Jason Leach is just 41 and in good health, but he’s already made arrangements for his cremains. Part of it has to do with his family history. “I’ve heard stories about my father trying to scatter his grandfather’s ashes from a boat,” Leach says. “It went terribly wrong, and they ended up sweeping him off the deck.” Things didn’t turn out much better at his own grandfather’s memorial service. “There was a strong breeze,” he remembers, grimacing. “And the ashes blew right into my face.” When his time comes, Leach, who lives in Scarborough, on the northeast coast of England, wants a more dignified ending. So he’s having his ashes pressed into a vinyl record.
It’s not the most conventional final resting place, but for Leach—a 20-year veteran of the U.K. music business, as a producer, performer, and co-founder of such independent labels as Subhead and House of Fix—it was the only logical choice. And he’s not alone. In 2009, Leach founded And Vinyly (rhymes with “And Finally”), an online service for people who, like him, want their earthly remains to live on as an analog recording. At first, the site was mostly ignored. “I didn’t expect much from it,” Leach says. “It was just for fun.” But word slowly began to spread, and over the past six months he’s been inundated with requests. He’s only processed four records so far—including one with the ashes of a DJ whose parents wanted their late son “to be played at his favorite clubs a few more times”—but Leach has had hundreds of inquiries. “I’m sometimes up 24 hours a day just answering calls,” he says.

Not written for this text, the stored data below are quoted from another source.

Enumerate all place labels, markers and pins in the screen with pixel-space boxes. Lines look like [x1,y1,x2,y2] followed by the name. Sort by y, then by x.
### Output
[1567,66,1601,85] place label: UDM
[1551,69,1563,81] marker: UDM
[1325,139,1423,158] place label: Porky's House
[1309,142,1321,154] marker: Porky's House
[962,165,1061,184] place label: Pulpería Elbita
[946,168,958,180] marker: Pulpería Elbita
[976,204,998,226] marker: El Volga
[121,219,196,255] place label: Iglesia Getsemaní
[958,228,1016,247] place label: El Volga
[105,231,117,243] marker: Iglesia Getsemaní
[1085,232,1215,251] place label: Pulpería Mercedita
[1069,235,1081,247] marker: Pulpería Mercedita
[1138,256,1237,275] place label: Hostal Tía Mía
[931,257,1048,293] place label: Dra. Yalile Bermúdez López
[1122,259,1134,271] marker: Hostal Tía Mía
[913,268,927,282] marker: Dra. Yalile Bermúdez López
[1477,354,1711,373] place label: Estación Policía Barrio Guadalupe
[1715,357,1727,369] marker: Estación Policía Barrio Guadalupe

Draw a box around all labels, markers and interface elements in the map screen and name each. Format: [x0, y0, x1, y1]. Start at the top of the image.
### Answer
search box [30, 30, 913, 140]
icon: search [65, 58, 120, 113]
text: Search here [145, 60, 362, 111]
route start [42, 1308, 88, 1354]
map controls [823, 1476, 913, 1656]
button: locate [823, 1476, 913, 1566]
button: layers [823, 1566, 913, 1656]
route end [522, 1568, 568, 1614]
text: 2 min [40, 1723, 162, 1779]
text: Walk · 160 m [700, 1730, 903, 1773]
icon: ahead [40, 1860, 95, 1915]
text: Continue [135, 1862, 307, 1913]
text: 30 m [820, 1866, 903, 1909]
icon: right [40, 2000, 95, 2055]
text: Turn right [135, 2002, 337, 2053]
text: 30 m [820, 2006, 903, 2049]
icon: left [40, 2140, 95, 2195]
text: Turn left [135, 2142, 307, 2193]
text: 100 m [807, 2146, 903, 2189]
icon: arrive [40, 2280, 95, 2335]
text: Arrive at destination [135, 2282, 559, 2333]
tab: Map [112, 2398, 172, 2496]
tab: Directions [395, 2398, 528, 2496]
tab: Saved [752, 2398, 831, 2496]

The process itself is fairly simple: Ashes are delivered to a pressing plant in London and sprinkled into the raw vinyl. But the cost can be exorbitant. The basic And Vinyly package starts at £3,000 ($4,600) for 30 copies of a record, each containing a bit of ash. It’s a fraction of the cost of a typical burial, which the National Funeral Directors Association ballparks at around $6,560. But then there are the add-ons. If you don’t want to provide your own audio, a team of musicians from Leach’s labels will write and record a song (or songs) about you for £500 per track. James Hague of the National Portrait Gallery in London will create an original painting for the record sleeve for around £3,500. You can also choose which specific body part is put into the vinyl and have your record distributed at “reputable vinyl stores worldwide,” Leach says, although there’s no guarantee you’ll ever be bought. By the time a final bill is tallied, an old-fashioned casket funeral might seem like a bargain.
But the price tag isn’t the biggest concern for the majority of And Vinyly’s customers. According to Leach, it’s the content that gets most of the hand-wringing. “People over-think it,” he says. “This tends to become a very long process with people changing their minds constantly.” Each record has just 24 minutes of available audio, with 12 minutes on each side. Not much to sum up a lifetime. And it gets even more complicated when Leach explains the infinite possibilities. “Just because it’s a record doesn’t mean it has to contain music,” Leach says. “It might be nice to have your own voice on there. I’d like nothing more than to listen to my great-great-grandfather say something on a record.” He’s recorded people telling jokes and talking about their family history, and even confessing their biggest regrets. One of his favorite And Vinyly records, he says, ends with laughter on a closed loop. “It just repeats over and over until you remove the needle.”
As for what he plans on putting on his ash record—he’s very serious about it, even including special instructions in his will—he’s as indecisive as any of his clients. “I’m working constantly on my soundtrack,” he says. “I make music, so that makes it difficult and complicated.” He names a few songs that will likely make the final cut, with titles such as Bust Rucket and Spaz ‘n Rave”. But lately, he says, he’s been more interested in what he calls “aural photographs,” which could include anything from a dog barking to the creaking of feet on floorboards to a muffled conversation in the distance. “Whenever I’m listening to field recordings, I’m always fascinated by the surrounding sounds we usually tune out,” he says. “Those things in the background that create an atmosphere, that’s what takes me back to a specific time and place.”
He’s also considered the idea of not recording anything at all and letting the only sound on his final LP be the pop and crackle of his ashes vibrating against the needle. “I quite like that idea,” he says. And then, after a thoughtful pause, he laughs at the impossibleness of his task. “Don’t hold me to any of this,” he says. “I’m sure I’ll change my mind tomorrow.”